The dark area, nicknamed the “Tongue of the Ocean,” is part of the Great Bahama submarine canyon. Credit: Earth Science and Remote Sensing Unit, NASA Johnson Space Center

How Do Submarine and Terrestrial Canyons Compare?

Insights from a new study could spark discoveries about Martian landscapes and also help researchers get to the bottom of canyon formation here on Earth.

Because Earth’s land and submarine canyons look similar, researchers have traditionally surmised that they formed through similar processes. Evaluating that assumption has proven difficult, however, due largely to lack of data. “Scientists have more high-resolution imagery of the surface of Mars than of Earth’s ocean floor,” according to one recent statement.
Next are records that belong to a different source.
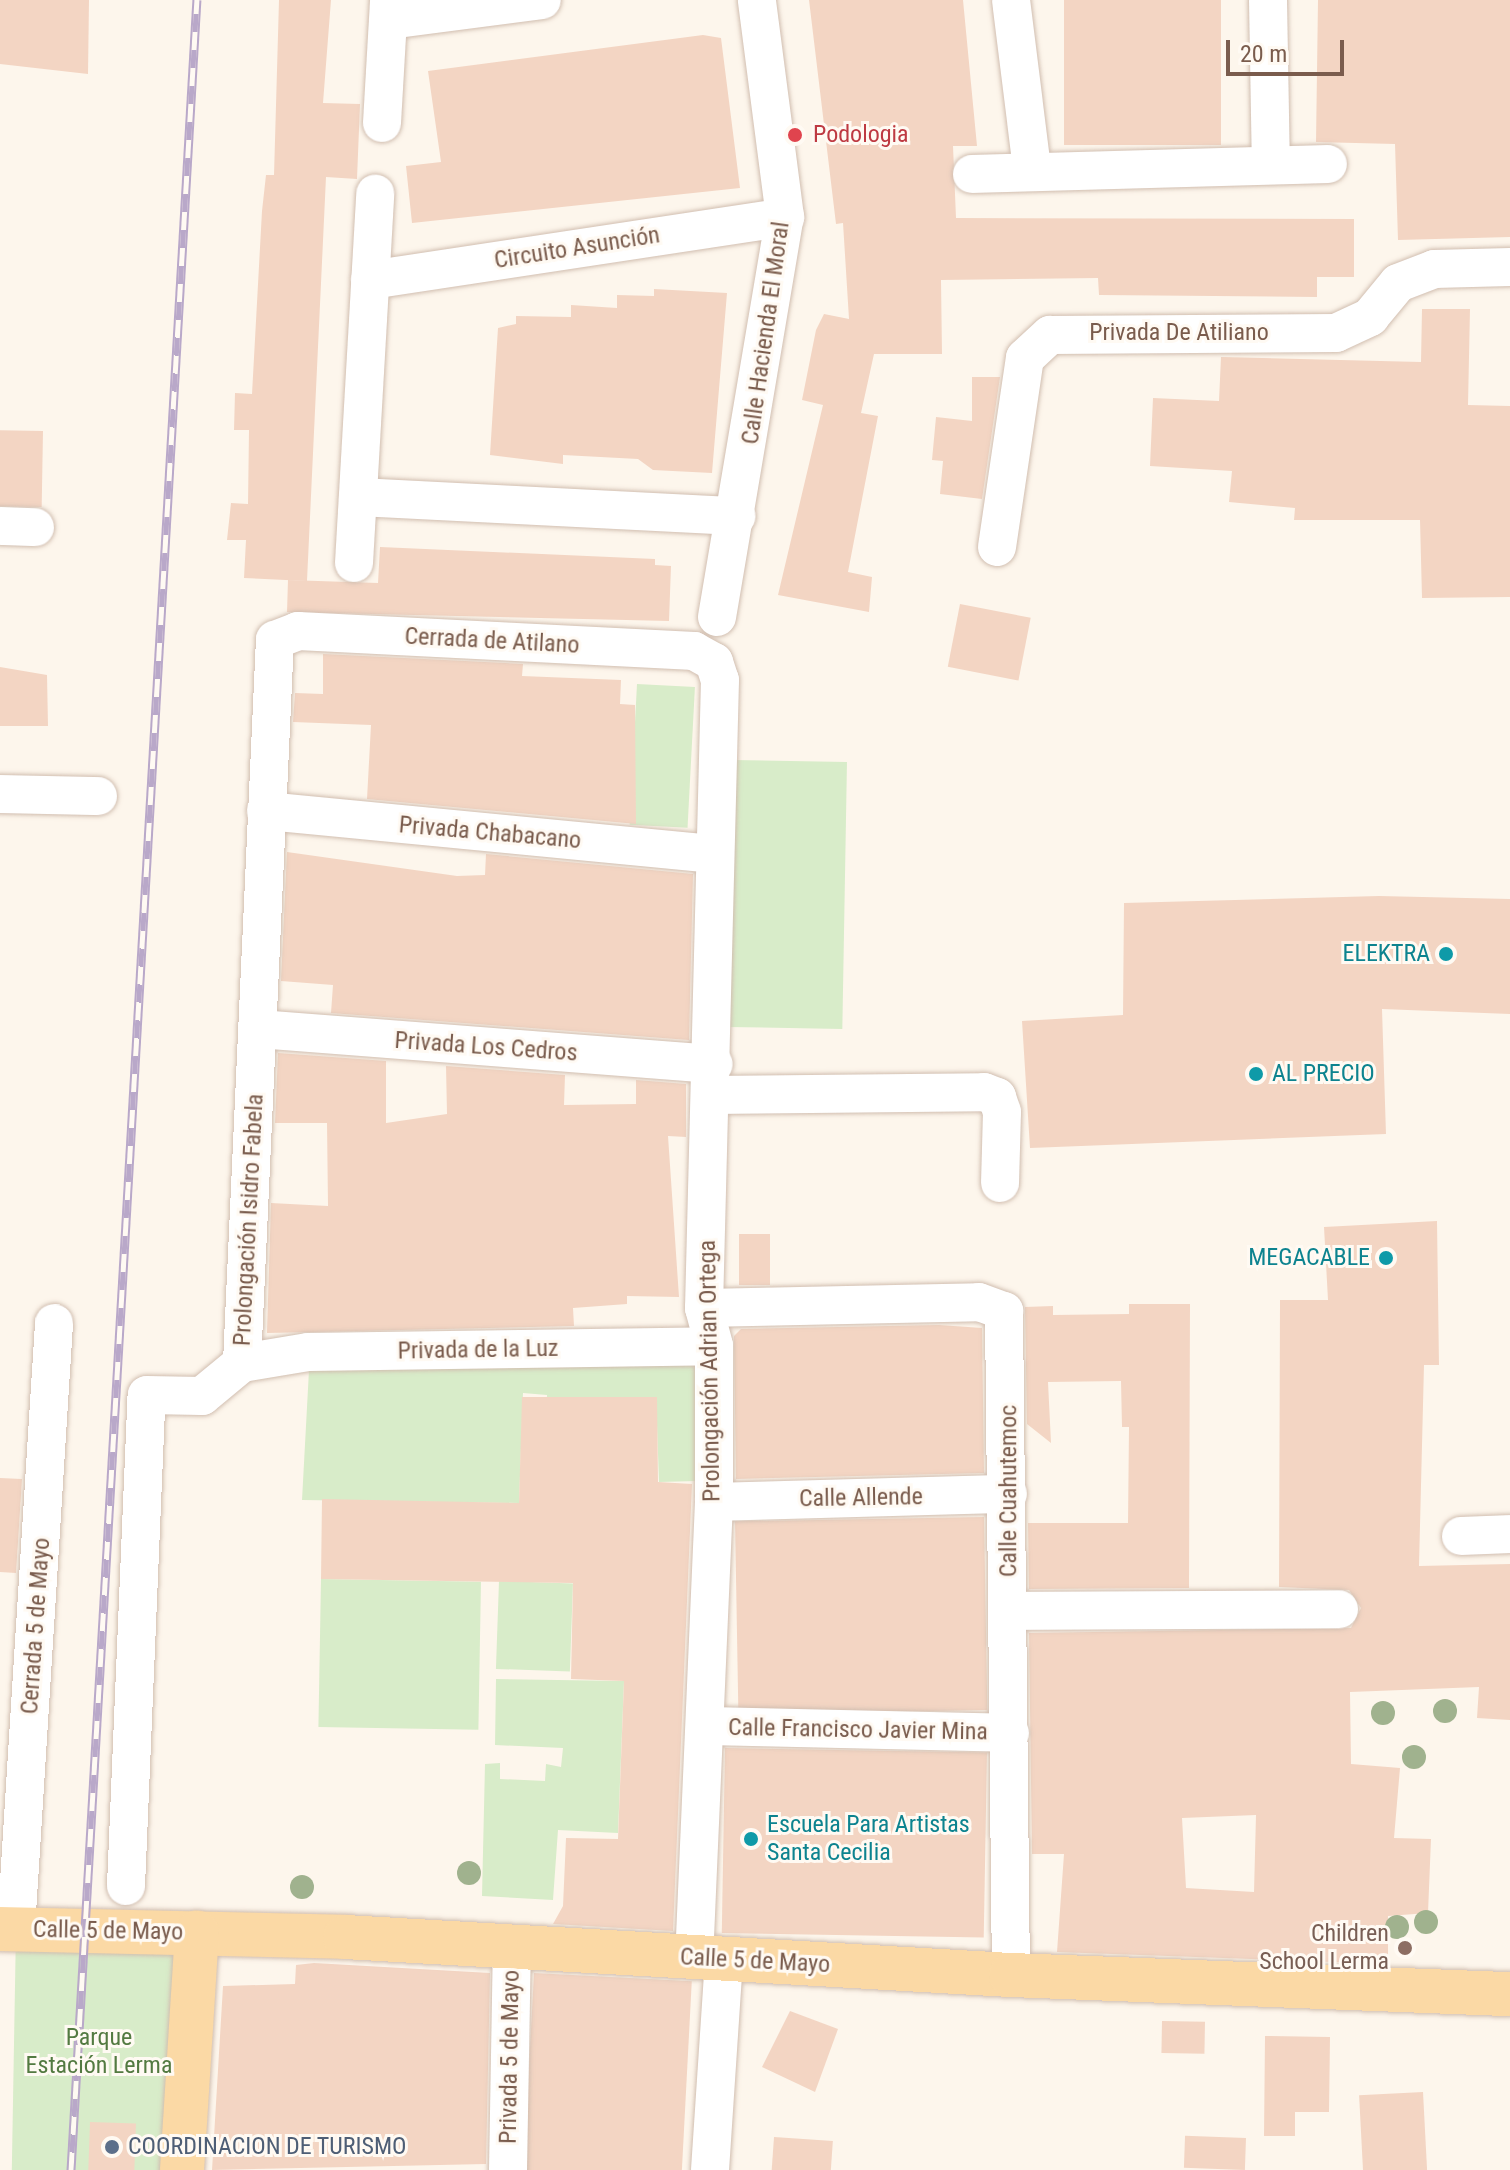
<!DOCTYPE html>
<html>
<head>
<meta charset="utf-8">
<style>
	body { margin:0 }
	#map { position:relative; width:1510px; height:2170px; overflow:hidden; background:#fdf6ec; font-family:"Roboto Condensed",sans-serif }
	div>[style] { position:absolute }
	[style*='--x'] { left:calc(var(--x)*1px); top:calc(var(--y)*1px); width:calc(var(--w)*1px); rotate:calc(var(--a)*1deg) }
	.green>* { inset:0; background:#d8ecc9; transform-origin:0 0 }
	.building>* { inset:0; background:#f3d5c3; transform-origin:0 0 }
	.roads { filter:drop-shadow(0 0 2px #d1beb0) drop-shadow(0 0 2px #d1beb0) }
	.minor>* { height:38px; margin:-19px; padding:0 19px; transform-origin:19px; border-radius:19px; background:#fff }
	.major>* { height:44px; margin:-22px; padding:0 22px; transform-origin:22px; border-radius:22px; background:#fbd9a5 }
	.rail>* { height:9px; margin-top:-4.5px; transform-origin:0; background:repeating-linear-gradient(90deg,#fffaf3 0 18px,#b9a8c9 0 36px); box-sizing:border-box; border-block:2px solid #b9a8c9 }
	.trees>* { width:24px; height:24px; margin:-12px; border-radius:50%; background:#a0b28e }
	.dots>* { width:22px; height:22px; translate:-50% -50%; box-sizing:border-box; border:4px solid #fffaf3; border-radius:50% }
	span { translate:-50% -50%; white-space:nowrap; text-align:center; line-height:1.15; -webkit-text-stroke:6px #fffaf3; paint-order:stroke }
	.health-label { font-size:24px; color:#be3a42 }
	.left { translate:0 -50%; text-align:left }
	.street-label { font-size:24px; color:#7a5c4d }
	.culture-label { font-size:24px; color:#0d838f }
	.right { translate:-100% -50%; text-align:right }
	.education-label { font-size:24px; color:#785e54 }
	.park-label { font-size:24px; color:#537a41 }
	.service-label { font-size:24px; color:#4e5e75 }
	.scale { position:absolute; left:1226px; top:40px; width:118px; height:36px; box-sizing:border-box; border:4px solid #7a5c4d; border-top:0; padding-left:10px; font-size:24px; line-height:28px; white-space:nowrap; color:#7a5c4d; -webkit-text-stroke:6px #fffaf3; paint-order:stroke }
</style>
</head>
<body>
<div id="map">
	<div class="green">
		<div style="left:637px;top:684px;width:58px;height:141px;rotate:3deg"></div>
		<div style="left:732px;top:760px;width:115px;height:267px;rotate:1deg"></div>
		<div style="clip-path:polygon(700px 1363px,697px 1481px,659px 1482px,656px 1397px,604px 1397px,544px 1474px,547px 1395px,523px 1393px,519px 1503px,302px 1500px,309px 1370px)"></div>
		<div style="left:321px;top:1579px;width:160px;height:148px;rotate:1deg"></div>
		<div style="left:499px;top:1581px;width:74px;height:88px;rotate:2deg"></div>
		<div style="clip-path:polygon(496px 1679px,624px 1681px,618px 1833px,558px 1830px,553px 1900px,482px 1896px,485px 1764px,500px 1763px,500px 1779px,545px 1781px,546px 1764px,561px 1767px,563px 1748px,495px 1745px)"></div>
		<div style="left:16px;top:1929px;width:181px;height:241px;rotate:1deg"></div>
	</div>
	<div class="building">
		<div style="clip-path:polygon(0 0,89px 0,88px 74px,0 64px)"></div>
		<div style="clip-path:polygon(279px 0,331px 0,323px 103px,360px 104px,357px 179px,326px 177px,307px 581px,244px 578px,246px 540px,227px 540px,231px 503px,248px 504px,249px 430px,234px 430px,235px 393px,252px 394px,262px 211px,266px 175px,274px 175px)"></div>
		<div style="clip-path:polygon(809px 0,963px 0,977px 146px,953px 146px,956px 218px,1354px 219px,1354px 277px,1317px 277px,1317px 297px,1099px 295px,1098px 278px,941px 280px,942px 354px,874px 354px,861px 413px,878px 416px,848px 572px,872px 577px,869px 612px,778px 595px,823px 405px,802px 400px,816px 330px,824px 314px,849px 319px,843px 223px,836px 224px)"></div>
		<div style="left:1064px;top:0;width:157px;height:145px"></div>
		<div style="clip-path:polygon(1318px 0,1510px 0,1510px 237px,1398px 240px,1395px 144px,1316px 142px)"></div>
		<div style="clip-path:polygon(703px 35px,721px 38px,740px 188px,412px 223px,406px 166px,441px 162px,428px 71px)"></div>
		<div style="clip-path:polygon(654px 289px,727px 293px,712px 473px,653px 470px,638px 459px,563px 455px,563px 464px,490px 455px,498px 328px,516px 324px,516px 316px,571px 317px,571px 305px,617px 308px,617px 295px,654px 296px)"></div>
		<div style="clip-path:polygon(1422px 309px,1470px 309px,1468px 405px,1510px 406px,1510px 597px,1422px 598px,1420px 520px,1294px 520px,1295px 508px,1229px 502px,1232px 471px,1150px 466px,1153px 398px,1219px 401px,1221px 357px,1421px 362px)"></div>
		<div style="clip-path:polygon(972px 377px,1000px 377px,982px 499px,940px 494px,943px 461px,932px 460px,936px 417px,972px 421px)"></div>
		<div style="left:43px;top:431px;width:76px;height:43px;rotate:91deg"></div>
		<div style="clip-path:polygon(380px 547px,655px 559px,655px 565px,671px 566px,669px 621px,287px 612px,288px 580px,378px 583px)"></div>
		<div style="left:960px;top:604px;width:72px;height:64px;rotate:11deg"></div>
		<div style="clip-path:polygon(323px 654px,523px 664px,522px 676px,621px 680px,620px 704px,635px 705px,636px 824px,367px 799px,371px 725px,293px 722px,295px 693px,323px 694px)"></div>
		<div style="clip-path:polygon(0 667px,47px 675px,48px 726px,0 726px)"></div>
		<div style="clip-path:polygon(287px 852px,457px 876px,485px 875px,486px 854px,693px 874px,689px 1040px,331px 1013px,333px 985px,281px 981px)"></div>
		<div style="clip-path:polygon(1379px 896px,1510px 899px,1510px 1014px,1382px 1009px,1386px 1134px,1030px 1148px,1022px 1021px,1123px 1015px,1124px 903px)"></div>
		<div style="clip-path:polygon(278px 1053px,386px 1061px,386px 1123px,447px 1114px,446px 1066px,565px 1075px,564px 1105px,636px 1104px,636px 1080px,686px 1084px,686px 1137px,668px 1136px,679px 1297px,627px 1296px,627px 1304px,573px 1308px,574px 1326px,267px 1333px,271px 1203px,328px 1206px,327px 1123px,275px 1123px)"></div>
		<div style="clip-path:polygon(evenodd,1437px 1221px,1439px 1365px,1424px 1365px,1419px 1566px,1510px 1564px,1510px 1720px,1477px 1718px,1479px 1687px,1350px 1692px,1351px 1764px,1400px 1768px,1394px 1838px,1431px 1839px,1428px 1913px,1388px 1916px,1388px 1964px,1057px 1952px,1064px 1854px,1032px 1854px,1029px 1633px,1351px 1628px,1361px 1608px,1349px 1590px,1279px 1587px,1280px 1300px,1328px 1300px,1324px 1227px,1437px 1221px,1256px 1815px,1254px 1892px,1186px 1888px,1182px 1818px,1256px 1815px)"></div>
		<div style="left:739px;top:1234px;width:31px;height:51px"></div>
		<div style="clip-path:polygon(1129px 1304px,1190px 1304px,1189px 1588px,1029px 1589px,1028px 1523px,1128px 1523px,1129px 1427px,1122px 1427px,1121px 1381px,1048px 1382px,1051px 1443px,1027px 1424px,1025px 1307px,1053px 1306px,1053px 1315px,1129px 1314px)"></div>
		<div style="clip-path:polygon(939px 1325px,982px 1328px,984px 1473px,736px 1479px,734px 1336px,741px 1329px)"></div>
		<div style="clip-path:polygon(522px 1397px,657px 1397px,658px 1482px,692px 1484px,673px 1931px,553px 1924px,563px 1906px,566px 1838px,618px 1839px,624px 1681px,571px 1679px,573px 1583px,321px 1579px,322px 1499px,519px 1503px)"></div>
		<div style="clip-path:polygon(0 1478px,22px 1479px,16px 1573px,0 1572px)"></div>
		<div style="left:984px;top:1517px;width:193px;height:249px;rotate:89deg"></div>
		<div style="left:725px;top:1748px;width:262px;height:185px;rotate:1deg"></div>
		<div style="clip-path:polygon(314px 1963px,490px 1973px,486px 2164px,212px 2170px,223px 1986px,295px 1984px,296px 1965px)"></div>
		<div style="left:534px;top:1973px;width:158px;height:197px;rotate:3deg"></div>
		<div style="clip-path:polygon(790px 2011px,838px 2029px,815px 2092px,762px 2067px)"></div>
		<div style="left:1162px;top:2021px;width:43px;height:32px;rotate:1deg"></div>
		<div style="clip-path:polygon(1265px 2036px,1330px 2037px,1329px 2112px,1295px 2112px,1295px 2136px,1264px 2136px)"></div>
		<div style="left:1423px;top:2092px;width:78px;height:64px;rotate:87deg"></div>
		<div style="left:90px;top:2122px;width:46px;height:48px;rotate:2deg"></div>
		<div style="left:774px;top:2137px;width:59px;height:33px;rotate:4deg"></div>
		<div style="left:1246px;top:2138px;width:32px;height:61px;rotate:92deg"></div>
	</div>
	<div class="roads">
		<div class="minor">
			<div style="--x:1011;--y:0;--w:169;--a:82.9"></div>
			<div style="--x:1268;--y:0;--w:165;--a:89"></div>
			<div style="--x:389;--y:20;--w:154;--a:-7.4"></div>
			<div style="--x:382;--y:123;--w:123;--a:-86.7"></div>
			<div style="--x:972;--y:174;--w:356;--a:-1.6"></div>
			<div style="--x:370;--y:280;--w:420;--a:-8.6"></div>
			<div style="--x:358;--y:497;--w:379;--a:2.9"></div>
			<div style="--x:0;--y:526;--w:35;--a:2"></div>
			<div style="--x:997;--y:547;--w:191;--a:-81.6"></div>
			<div style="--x:1025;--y:358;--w:34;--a:-43"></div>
			<div style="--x:1050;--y:335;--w:286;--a:-0.4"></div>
			<div style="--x:1336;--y:333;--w:38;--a:-25"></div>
			<div style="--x:1370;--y:317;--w:44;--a:-50.5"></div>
			<div style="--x:1398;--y:283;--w:39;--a:-21"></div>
			<div style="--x:1434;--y:269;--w:76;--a:-1.5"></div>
			<div style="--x:354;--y:563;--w:370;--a:-86.7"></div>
			<div style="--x:717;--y:617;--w:406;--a:-80.4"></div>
			<div style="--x:785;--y:217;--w:219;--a:-97.4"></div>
			<div style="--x:0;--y:794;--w:98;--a:1.2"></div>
			<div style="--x:266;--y:811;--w:450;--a:5.5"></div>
			<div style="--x:258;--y:1029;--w:457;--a:4.4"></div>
			<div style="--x:711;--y:1095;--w:273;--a:-0.6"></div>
			<div style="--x:984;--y:1092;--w:14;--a:21"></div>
			<div style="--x:997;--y:1097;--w:16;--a:72"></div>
			<div style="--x:1002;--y:1112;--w:71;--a:91.6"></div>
			<div style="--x:704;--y:1308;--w:275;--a:-1.2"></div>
			<div style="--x:979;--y:1302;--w:27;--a:20"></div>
			<div style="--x:1004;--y:1311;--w:664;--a:89.4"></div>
			<div style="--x:242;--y:1363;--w:67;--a:-9.5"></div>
			<div style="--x:308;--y:1352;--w:406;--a:-0.8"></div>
			<div style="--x:714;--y:1502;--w:294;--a:-1.6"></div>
			<div style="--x:1461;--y:1536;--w:49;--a:-2.3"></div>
			<div style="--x:1009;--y:1611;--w:330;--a:-0.3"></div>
			<div style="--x:705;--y:1726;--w:305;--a:1.3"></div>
			<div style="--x:126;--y:1886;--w:491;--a:-87.6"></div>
			<div style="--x:147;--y:1395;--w:55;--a:1"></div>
			<div style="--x:202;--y:1396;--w:52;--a:-39.5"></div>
			<div style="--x:242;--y:1363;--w:724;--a:-87.39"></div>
			<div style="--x:275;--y:640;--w:25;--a:-21"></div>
			<div style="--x:298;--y:631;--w:397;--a:2.9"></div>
			<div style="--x:694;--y:651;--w:23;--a:29"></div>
			<div style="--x:714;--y:662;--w:19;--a:72"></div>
			<div style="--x:720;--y:680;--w:628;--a:91.46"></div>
			<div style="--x:704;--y:1308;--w:39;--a:75"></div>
			<div style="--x:714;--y:1346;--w:156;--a:90"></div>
			<div style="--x:714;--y:1502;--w:457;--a:92.5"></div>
			<div style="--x:16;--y:1929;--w:607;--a:-86.41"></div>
			<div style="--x:508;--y:2170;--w:225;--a:-89"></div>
			<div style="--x:710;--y:2170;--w:211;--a:-86.2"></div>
		</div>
		<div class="major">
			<div style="--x:0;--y:1929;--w:345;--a:1.3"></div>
			<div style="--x:345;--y:1937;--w:667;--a:3.27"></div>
			<div style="--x:1011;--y:1975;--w:499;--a:2.2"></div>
			<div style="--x:182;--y:2170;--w:238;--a:-86.4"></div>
		</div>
	</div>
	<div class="rail">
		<div style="--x:71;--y:2170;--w:2174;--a:-86.68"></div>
	</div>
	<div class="trees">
		<div style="left:1445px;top:1711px"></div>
		<div style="left:1383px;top:1713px"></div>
		<div style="left:1414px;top:1757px"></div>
		<div style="left:469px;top:1873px"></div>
		<div style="left:302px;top:1887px"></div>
		<div style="left:1426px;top:1922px"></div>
		<div style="left:1397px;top:1927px"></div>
	</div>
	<div class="dots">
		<div style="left:795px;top:135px;background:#e0444e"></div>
		<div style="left:1446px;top:954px;background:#0f9aa8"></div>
		<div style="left:1256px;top:1074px;background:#0f9aa8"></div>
		<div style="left:1386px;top:1258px;background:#0f9aa8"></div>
		<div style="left:751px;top:1839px;background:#0f9aa8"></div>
		<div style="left:1405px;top:1948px;background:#8d6e63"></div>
		<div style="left:112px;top:2147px;background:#5c6f8a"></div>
	</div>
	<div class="health-label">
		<span class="left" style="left:813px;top:135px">Podologia</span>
	</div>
	<div class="street-label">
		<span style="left:577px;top:248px;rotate:-9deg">Circuito Asunción</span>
		<span style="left:766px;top:333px;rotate:-82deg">Calle Hacienda El Moral</span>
		<span style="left:1179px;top:333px">Privada De Atiliano</span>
		<span style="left:492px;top:641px;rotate:3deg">Cerrada de Atilano</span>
		<span style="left:490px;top:833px;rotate:5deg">Privada Chabacano</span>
		<span style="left:486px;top:1047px;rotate:4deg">Privada Los Cedros</span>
		<span style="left:249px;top:1220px;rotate:-87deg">Prolongación Isidro Fabela</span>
		<span style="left:478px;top:1350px;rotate:-1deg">Privada de la Luz</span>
		<span style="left:710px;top:1371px;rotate:-91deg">Prolongación Adrian Ortega</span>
		<span style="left:1009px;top:1491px;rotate:-90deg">Calle Cuahutemoc</span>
		<span style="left:861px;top:1498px;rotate:-1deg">Calle Allende</span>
		<span style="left:36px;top:1626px;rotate:-86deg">Cerrada 5 de Mayo</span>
		<span style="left:858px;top:1730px;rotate:1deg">Calle Francisco Javier Mina</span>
		<span style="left:108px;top:1931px;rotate:1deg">Calle 5 de Mayo</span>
		<span style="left:755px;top:1961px;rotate:3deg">Calle 5 de Mayo</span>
		<span style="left:510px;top:2057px;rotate:-89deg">Privada 5 de Mayo</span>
	</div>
	<div class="culture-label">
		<span class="right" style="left:1430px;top:954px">ELEKTRA</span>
		<span class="left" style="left:1272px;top:1074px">AL PRECIO</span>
		<span class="right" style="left:1370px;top:1258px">MEGACABLE</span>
		<span class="left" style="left:767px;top:1839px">Escuela Para Artistas<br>Santa Cecilia</span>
	</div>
	<div class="education-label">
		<span class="right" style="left:1389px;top:1948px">Children<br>School Lerma</span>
	</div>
	<div class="park-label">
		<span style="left:99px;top:2052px">Parque<br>Estación Lerma</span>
	</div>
	<div class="service-label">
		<span class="left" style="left:128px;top:2147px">COORDINACION DE TURISMO</span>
	</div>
	<div class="scale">20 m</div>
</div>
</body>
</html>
Stephen Dobbs, a Ph.D. candidate in geological sciences at Stanford University, explained the shortage of high-resolution imagery and data for submarine canyons. While orbiting satellites can readily collect high-resolution topographic data of Mars, similar satellites can collect bathymetric data for Earth’s oceans on only about a kilometer scale of resolution. Laborious and expensive processes requiring the use of ships and autonomous underwater vehicles must often be used to image the seafloor, he added.

As detailed in a new study published in Geology, Dobbs and his collaborators used open-source multibeam sonar data, along with topographic data, to compare land and underwater canyons. The study came out of a student-run seminar directed by George Hilley, a tectonic geomorphologist, and Tim McHargue, a deepwater sedimentologist and marine geologist, both also at Stanford.